TASK TO COMPLETE - Which lines in the records below mention the word "controls"? Copy each one out.

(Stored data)
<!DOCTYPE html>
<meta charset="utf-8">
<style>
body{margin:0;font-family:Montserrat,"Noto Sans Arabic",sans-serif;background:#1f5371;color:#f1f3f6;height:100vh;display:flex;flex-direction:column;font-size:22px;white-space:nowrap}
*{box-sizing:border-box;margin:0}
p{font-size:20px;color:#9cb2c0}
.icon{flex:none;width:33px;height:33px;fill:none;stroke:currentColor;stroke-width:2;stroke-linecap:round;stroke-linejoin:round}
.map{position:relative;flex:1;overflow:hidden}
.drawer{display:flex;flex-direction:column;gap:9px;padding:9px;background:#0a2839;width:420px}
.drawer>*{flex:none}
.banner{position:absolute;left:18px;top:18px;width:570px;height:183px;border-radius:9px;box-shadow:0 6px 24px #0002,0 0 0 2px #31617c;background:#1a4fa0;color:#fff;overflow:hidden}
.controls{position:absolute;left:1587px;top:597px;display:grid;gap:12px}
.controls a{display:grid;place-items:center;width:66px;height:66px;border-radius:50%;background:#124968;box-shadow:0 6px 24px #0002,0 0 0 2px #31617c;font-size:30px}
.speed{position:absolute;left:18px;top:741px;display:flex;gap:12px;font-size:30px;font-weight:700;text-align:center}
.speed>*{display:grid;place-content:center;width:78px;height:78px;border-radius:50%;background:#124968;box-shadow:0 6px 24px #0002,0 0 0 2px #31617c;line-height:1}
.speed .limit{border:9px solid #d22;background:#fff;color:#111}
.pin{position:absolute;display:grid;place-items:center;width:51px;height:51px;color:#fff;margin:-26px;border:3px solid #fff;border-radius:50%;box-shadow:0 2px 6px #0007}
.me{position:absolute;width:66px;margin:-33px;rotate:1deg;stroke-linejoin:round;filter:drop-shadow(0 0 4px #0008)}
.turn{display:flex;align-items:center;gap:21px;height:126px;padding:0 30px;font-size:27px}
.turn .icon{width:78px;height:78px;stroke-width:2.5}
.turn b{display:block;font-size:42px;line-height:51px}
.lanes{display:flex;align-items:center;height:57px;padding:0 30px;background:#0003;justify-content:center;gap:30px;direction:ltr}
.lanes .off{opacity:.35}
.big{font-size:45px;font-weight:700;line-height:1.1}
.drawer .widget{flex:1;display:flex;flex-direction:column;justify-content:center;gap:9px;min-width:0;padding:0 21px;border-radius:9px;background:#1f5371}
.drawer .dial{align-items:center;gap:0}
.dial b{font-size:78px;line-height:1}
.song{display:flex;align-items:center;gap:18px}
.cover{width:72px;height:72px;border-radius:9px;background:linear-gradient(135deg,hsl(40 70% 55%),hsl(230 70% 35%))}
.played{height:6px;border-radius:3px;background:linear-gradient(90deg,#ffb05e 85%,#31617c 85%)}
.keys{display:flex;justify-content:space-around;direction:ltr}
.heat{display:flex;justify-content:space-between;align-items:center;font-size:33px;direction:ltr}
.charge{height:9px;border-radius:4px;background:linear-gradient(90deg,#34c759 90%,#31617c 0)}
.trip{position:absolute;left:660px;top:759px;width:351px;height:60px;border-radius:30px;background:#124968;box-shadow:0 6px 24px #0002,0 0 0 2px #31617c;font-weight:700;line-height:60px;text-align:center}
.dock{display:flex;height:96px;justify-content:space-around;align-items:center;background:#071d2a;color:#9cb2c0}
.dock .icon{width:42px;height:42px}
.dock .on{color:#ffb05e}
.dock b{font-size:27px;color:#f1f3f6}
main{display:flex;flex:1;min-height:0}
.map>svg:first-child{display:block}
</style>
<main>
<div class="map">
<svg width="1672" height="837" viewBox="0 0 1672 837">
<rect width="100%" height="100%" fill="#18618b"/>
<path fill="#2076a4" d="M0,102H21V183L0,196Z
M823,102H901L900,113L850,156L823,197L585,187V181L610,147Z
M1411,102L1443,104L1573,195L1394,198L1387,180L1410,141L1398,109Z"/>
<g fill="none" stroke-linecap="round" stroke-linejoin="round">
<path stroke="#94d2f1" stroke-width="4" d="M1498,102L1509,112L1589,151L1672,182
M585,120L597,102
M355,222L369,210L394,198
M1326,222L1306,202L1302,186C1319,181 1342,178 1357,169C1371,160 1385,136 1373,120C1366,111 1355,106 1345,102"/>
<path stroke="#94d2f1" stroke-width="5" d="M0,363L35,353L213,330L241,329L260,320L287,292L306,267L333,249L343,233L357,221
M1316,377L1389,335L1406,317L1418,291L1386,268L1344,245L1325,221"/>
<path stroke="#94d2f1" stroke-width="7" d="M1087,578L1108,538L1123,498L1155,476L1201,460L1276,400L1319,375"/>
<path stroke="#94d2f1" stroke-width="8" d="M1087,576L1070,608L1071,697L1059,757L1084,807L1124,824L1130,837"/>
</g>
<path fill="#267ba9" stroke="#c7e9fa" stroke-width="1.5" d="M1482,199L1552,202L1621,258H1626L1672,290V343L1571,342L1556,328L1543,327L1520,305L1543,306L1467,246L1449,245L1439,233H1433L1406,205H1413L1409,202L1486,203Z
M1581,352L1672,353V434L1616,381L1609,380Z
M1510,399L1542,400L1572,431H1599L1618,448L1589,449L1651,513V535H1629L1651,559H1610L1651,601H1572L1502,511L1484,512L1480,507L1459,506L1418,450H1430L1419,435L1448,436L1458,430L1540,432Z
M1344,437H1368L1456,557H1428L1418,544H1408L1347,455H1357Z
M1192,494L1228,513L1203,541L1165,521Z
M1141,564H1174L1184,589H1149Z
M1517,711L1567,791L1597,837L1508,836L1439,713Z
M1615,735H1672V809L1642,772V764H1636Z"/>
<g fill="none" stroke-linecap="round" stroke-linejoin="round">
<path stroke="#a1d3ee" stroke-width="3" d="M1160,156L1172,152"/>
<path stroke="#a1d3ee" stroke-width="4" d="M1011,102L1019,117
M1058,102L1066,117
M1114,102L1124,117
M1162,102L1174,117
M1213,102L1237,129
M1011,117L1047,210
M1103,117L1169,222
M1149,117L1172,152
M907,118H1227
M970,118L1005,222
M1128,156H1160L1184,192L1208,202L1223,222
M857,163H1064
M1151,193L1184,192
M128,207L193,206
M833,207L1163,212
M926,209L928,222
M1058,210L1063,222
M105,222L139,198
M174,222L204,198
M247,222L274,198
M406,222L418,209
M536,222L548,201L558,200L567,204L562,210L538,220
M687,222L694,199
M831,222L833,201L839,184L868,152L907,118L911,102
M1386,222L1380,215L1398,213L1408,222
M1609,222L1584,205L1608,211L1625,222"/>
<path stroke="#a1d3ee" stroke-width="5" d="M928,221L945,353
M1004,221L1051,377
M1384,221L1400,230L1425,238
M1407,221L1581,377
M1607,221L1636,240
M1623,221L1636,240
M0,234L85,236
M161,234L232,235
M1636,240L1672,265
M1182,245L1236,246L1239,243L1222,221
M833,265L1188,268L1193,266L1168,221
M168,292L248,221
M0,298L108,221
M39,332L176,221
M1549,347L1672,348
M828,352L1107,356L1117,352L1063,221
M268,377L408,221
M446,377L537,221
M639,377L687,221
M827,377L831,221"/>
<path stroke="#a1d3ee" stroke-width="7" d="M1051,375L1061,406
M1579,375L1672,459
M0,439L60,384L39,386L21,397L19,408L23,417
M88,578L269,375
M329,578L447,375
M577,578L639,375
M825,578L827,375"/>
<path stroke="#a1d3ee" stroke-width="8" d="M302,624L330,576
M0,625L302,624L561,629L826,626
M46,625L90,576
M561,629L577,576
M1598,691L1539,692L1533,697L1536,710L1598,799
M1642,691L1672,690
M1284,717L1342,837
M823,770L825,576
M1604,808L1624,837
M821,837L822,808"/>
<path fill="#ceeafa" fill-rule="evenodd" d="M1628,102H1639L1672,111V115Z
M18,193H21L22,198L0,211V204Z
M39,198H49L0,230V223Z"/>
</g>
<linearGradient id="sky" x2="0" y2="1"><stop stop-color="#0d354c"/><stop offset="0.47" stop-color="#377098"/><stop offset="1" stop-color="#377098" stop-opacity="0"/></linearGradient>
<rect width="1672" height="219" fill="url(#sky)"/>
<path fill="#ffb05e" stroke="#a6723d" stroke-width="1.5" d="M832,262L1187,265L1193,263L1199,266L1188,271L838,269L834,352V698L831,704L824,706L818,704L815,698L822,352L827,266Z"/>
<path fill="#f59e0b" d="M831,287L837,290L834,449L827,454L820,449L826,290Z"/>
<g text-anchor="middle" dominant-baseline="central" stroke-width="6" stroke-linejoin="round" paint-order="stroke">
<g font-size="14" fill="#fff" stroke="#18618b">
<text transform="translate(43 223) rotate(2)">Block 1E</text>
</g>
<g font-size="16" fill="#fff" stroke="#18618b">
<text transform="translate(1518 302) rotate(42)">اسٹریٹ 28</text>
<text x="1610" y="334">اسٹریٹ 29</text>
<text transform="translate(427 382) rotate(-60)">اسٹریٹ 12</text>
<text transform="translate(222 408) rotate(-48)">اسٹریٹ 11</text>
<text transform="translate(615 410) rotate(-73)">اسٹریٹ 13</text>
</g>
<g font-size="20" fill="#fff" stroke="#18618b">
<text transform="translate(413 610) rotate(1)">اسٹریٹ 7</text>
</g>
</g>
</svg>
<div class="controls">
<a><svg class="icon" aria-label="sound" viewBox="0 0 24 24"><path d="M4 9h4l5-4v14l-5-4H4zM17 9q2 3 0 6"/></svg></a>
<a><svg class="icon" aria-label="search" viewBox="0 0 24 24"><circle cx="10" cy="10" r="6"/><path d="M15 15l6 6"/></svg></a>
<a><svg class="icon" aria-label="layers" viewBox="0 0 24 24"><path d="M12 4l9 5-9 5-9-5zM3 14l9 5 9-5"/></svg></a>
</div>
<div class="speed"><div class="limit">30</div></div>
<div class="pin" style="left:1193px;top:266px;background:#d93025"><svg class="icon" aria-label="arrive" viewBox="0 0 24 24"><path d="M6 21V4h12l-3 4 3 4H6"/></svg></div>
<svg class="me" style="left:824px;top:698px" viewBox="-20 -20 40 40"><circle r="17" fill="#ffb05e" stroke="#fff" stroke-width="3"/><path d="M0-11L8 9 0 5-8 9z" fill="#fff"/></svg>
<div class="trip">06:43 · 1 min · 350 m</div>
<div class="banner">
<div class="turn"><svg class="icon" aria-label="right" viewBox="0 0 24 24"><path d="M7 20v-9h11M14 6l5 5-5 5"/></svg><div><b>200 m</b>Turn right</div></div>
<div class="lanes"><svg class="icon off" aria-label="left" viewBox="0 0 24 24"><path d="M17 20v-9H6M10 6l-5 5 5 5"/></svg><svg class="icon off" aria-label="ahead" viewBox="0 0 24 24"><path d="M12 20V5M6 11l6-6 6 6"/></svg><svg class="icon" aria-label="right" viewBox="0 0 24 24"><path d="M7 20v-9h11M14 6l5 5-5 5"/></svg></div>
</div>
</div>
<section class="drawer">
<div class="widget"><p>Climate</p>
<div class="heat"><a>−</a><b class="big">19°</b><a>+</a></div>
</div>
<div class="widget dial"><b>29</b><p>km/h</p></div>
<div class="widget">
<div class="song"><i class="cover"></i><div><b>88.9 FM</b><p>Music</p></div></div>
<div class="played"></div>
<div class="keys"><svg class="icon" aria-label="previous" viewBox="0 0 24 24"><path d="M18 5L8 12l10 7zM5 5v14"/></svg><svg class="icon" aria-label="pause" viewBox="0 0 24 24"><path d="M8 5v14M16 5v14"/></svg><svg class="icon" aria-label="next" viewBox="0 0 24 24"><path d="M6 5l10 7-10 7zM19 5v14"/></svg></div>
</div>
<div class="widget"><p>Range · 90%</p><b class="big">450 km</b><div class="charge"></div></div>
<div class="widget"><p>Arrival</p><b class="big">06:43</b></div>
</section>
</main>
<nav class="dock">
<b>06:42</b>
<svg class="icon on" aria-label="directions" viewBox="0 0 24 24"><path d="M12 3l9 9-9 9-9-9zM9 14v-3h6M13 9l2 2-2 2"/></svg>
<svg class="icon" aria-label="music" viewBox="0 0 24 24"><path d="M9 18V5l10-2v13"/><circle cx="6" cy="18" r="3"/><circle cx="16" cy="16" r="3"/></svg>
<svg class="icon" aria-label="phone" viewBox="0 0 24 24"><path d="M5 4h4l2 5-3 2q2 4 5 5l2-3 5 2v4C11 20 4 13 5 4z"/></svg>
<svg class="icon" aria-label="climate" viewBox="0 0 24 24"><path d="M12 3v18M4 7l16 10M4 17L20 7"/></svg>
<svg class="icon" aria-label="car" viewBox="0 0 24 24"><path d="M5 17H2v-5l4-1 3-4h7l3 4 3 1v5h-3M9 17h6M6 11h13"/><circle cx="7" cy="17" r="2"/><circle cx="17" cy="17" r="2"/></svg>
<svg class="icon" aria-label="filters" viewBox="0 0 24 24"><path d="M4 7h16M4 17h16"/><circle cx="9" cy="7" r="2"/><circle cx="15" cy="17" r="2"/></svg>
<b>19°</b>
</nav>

WRITTEN SOLUTION -
.controls{position:absolute;left:1587px;top:597px;display:grid;gap:12px}
.controls a{display:grid;place-items:center;width:66px;height:66px;border-radius:50%;background:#124968;box-shadow:0 6px 24px #0002,0 0 0 2px #31617c;font-size:30px}
<div class="controls">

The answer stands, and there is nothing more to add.